● **Your task**:
All of the listing should be returned as written, apart from any picture in it.

::::::::

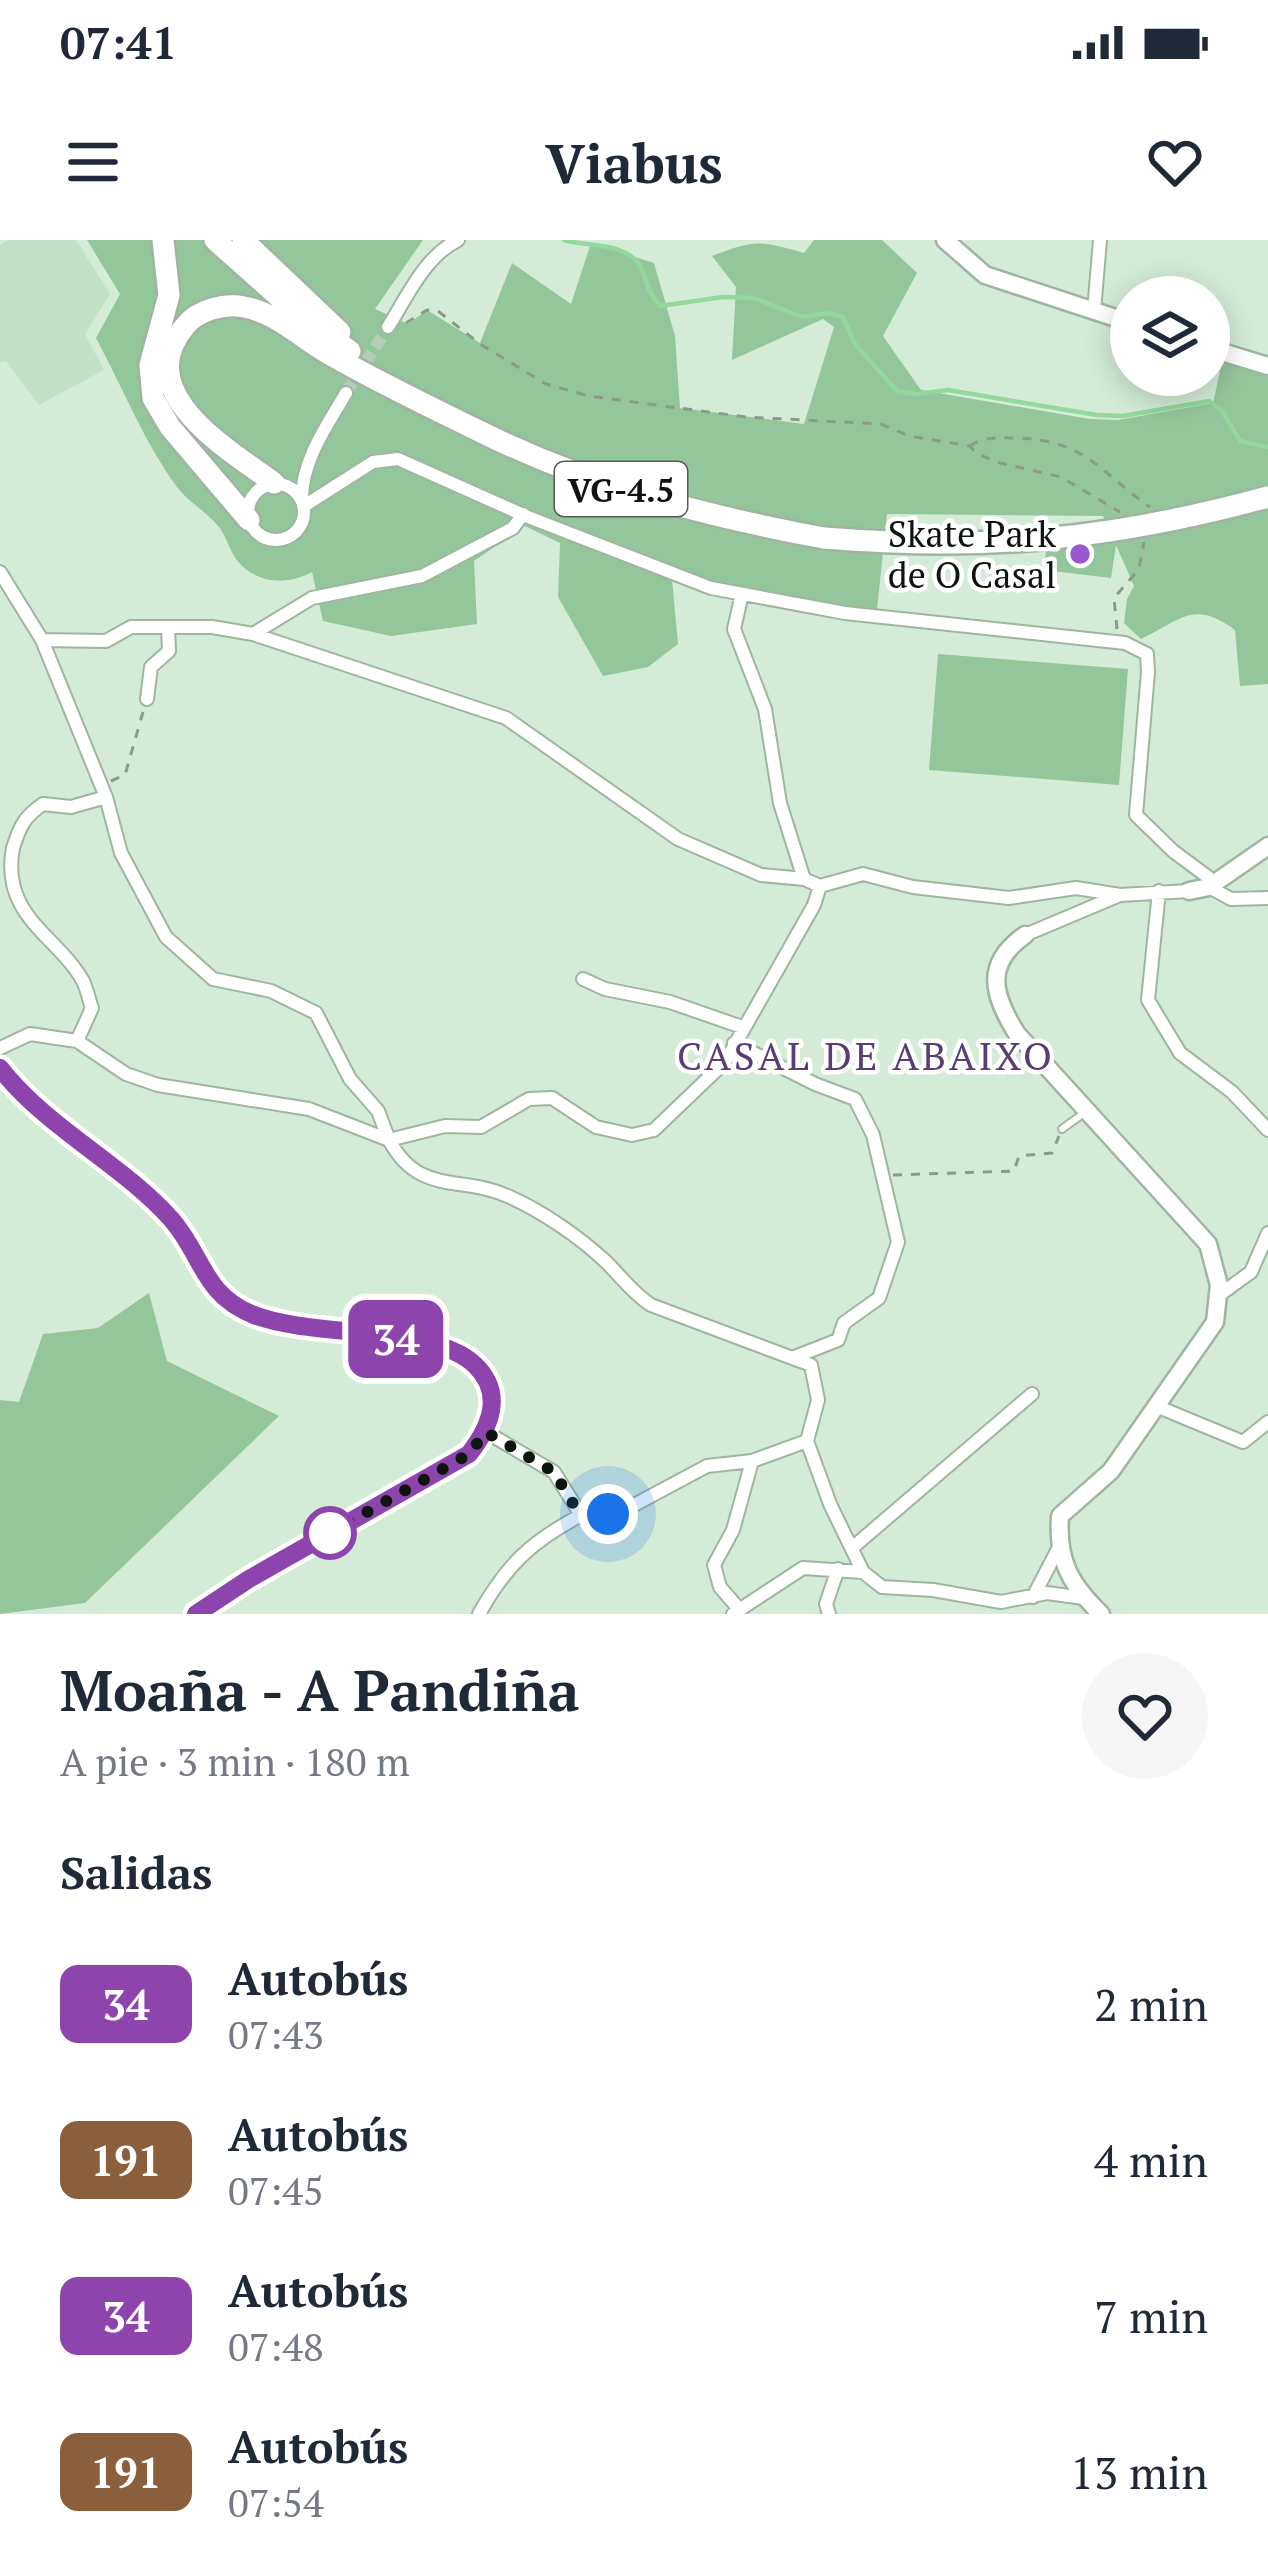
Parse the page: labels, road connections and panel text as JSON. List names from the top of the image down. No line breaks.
{"streets":{"highway":["VG-4.5"]},"districts":["CASAL DE ABAIXO"],"places":["Skate Park de O Casal"],"lines":["bus line 34"],"page":{"status":"07:41","header":"Viabus","on_map":"34","heading":[["Moaña - A Pandiña","A pie · 3 min · 180 m"],"Salidas"],"list":[{"mark":"34","name":"Autobús","note":"07:43","value":"2 min"},{"mark":"191","name":"Autobús","note":"07:45","value":"4 min"},{"mark":"34","name":"Autobús","note":"07:48","value":"7 min"},{"mark":"191","name":"Autobús","note":"07:54","value":"13 min"}]}}
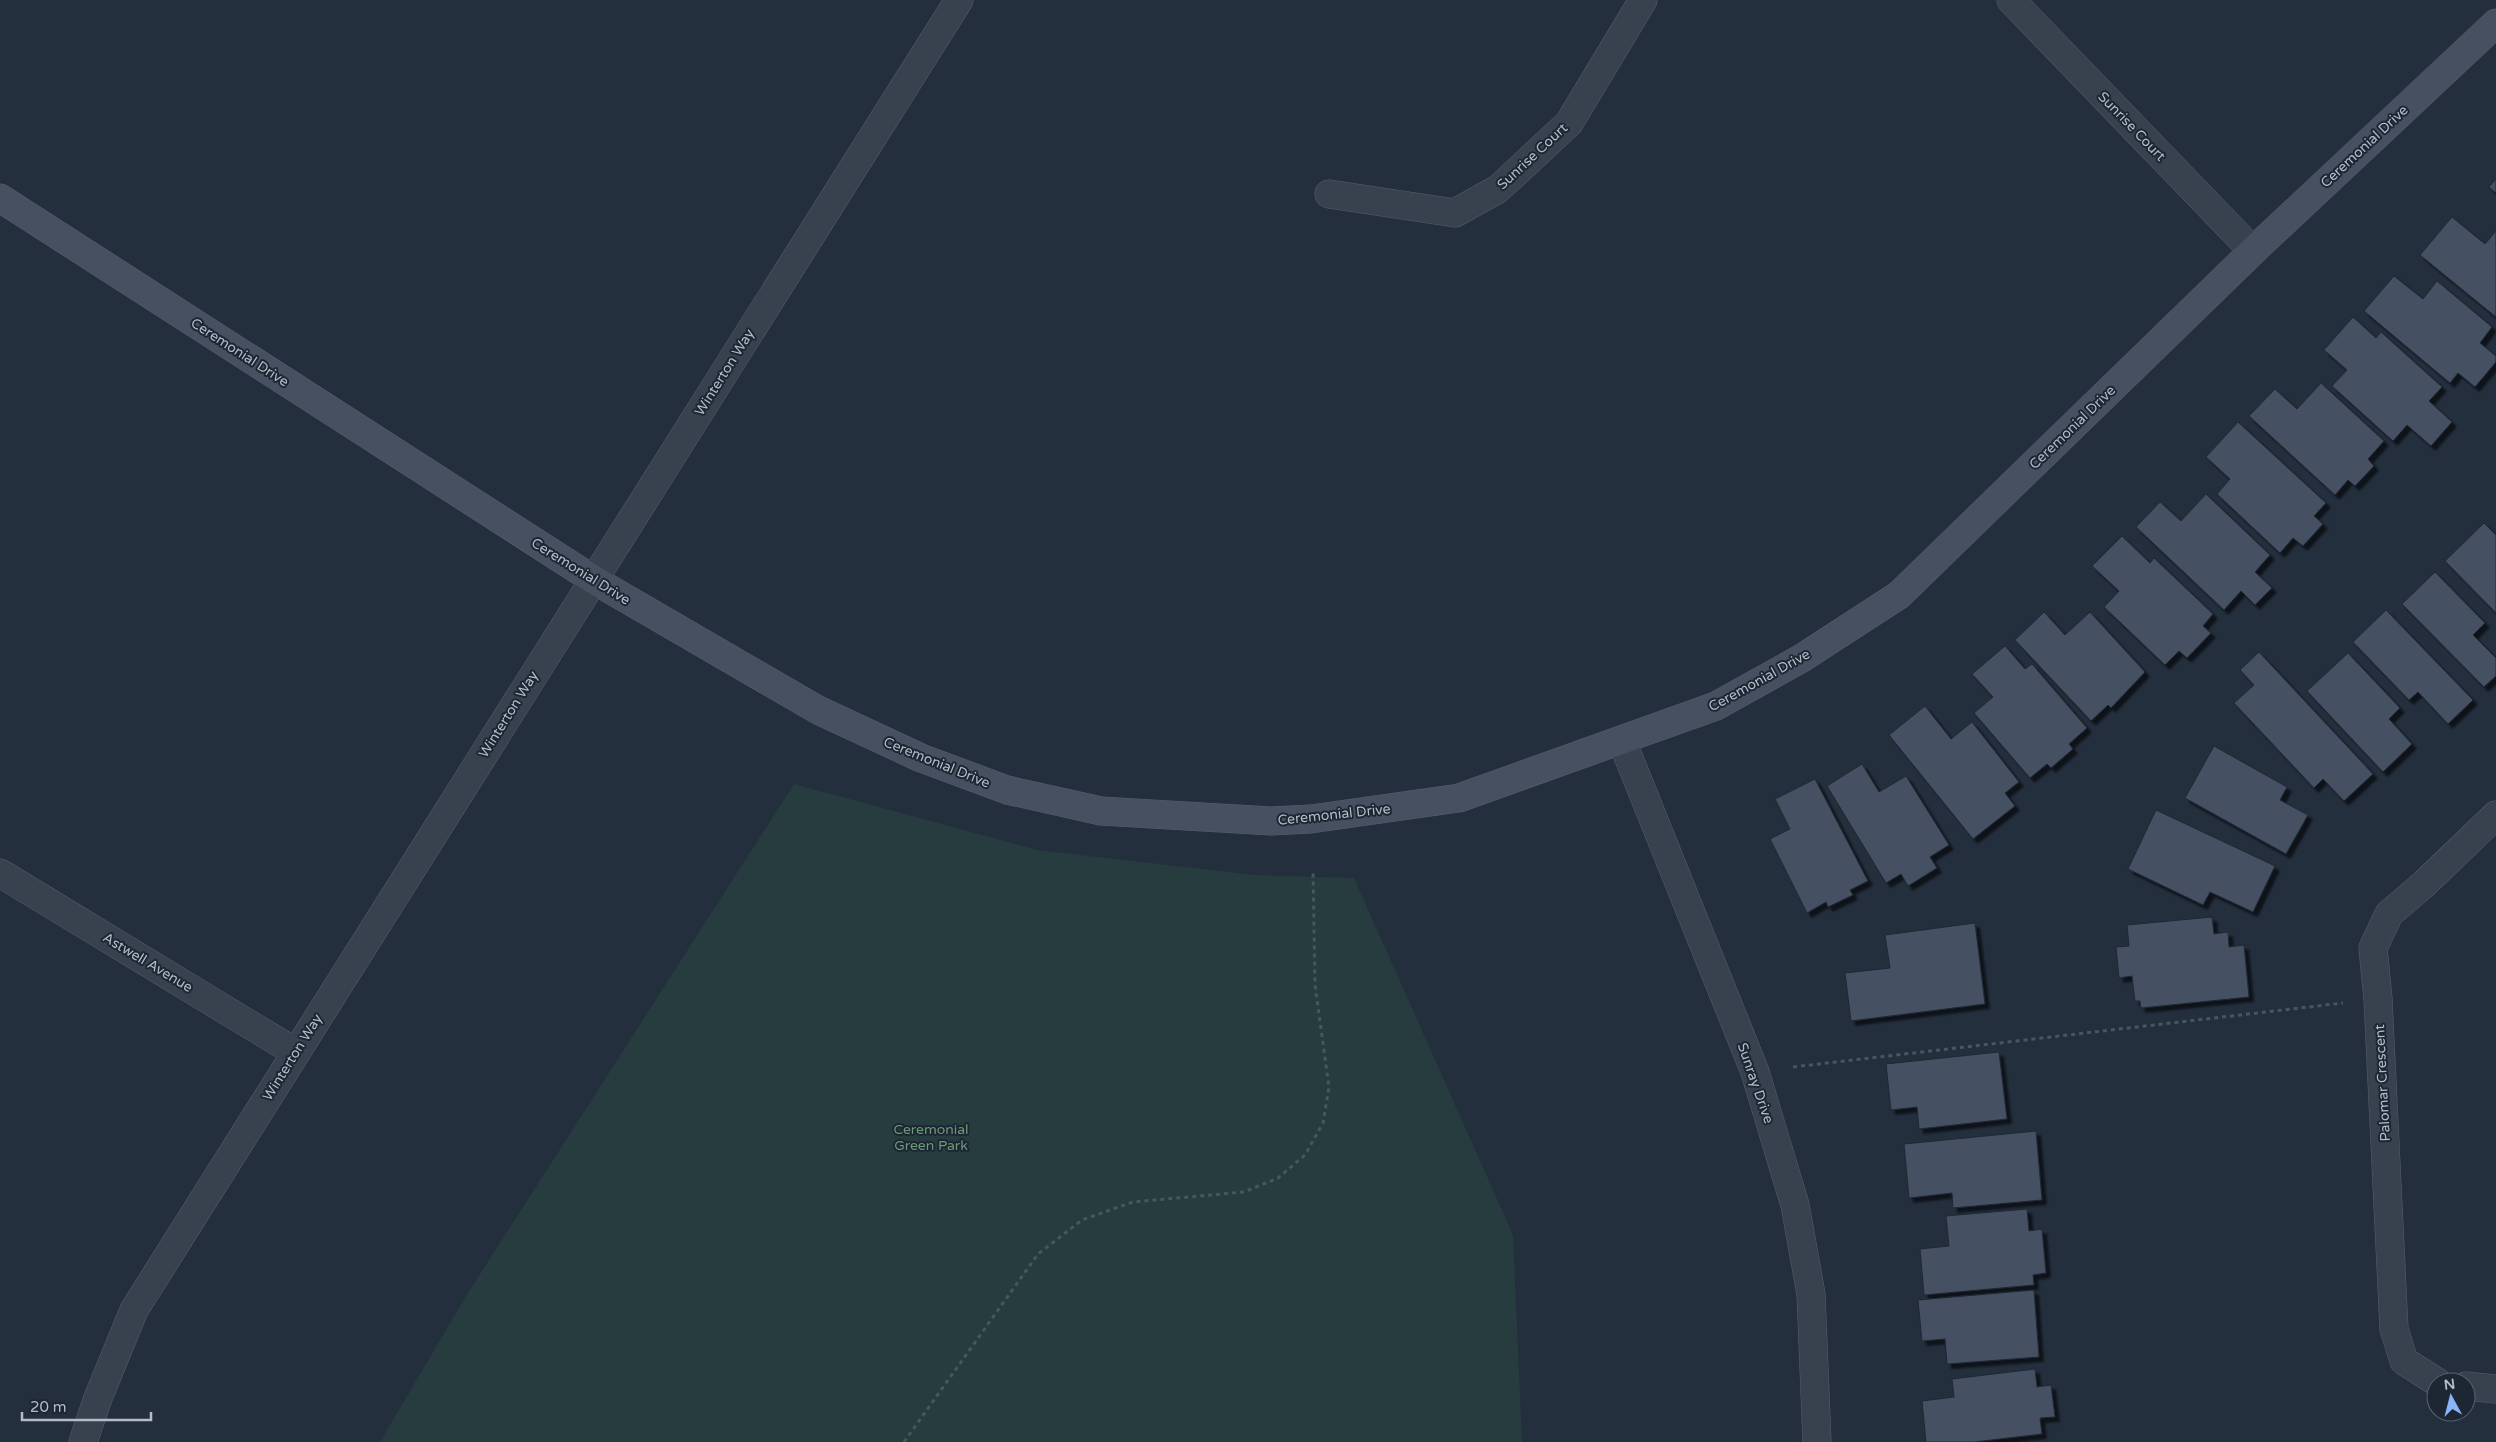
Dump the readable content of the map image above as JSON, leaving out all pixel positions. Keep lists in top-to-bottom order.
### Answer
{
  "streets": {
    "street": [
      "Sunrise Court",
      "Ceremonial Drive",
      "Winterton Way",
      "Astwell Avenue",
      "Sunray Drive",
      "Palomar Crescent"
    ]
  },
  "crossings": [
    ["Sunrise Court", "Ceremonial Drive"],
    ["Ceremonial Drive", "Winterton Way"],
    ["Ceremonial Drive", "Sunray Drive"],
    ["Winterton Way", "Astwell Avenue"]
  ],
  "parks": ["Ceremonial Green Park"],
  "scale_bar": "20 m",
  "north": "top"
}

::::::::

● **Exercise solution**:
Parse the page: labels, road connections and panel text as JSON. List names from the top of the image down. No line breaks.
{"streets":{"highway":["VG-4.5"]},"districts":["CASAL DE ABAIXO"],"places":["Skate Park de O Casal"],"lines":["bus line 34"],"page":{"status":"07:41","header":"Viabus","on_map":"34","heading":[["Moaña - A Pandiña","A pie · 3 min · 180 m"],"Salidas"],"list":[{"mark":"34","name":"Autobús","note":"07:43","value":"2 min"},{"mark":"191","name":"Autobús","note":"07:45","value":"4 min"},{"mark":"34","name":"Autobús","note":"07:48","value":"7 min"},{"mark":"191","name":"Autobús","note":"07:54","value":"13 min"}]}}
Dump the readable content of the map image above as JSON, leaving out all pixel positions. Keep lists in top-to-bottom order.
### Answer
{
  "streets": {
    "street": [
      "Sunrise Court",
      "Ceremonial Drive",
      "Winterton Way",
      "Astwell Avenue",
      "Sunray Drive",
      "Palomar Crescent"
    ]
  },
  "crossings": [
    ["Sunrise Court", "Ceremonial Drive"],
    ["Ceremonial Drive", "Winterton Way"],
    ["Ceremonial Drive", "Sunray Drive"],
    ["Winterton Way", "Astwell Avenue"]
  ],
  "parks": ["Ceremonial Green Park"],
  "scale_bar": "20 m",
  "north": "top"
}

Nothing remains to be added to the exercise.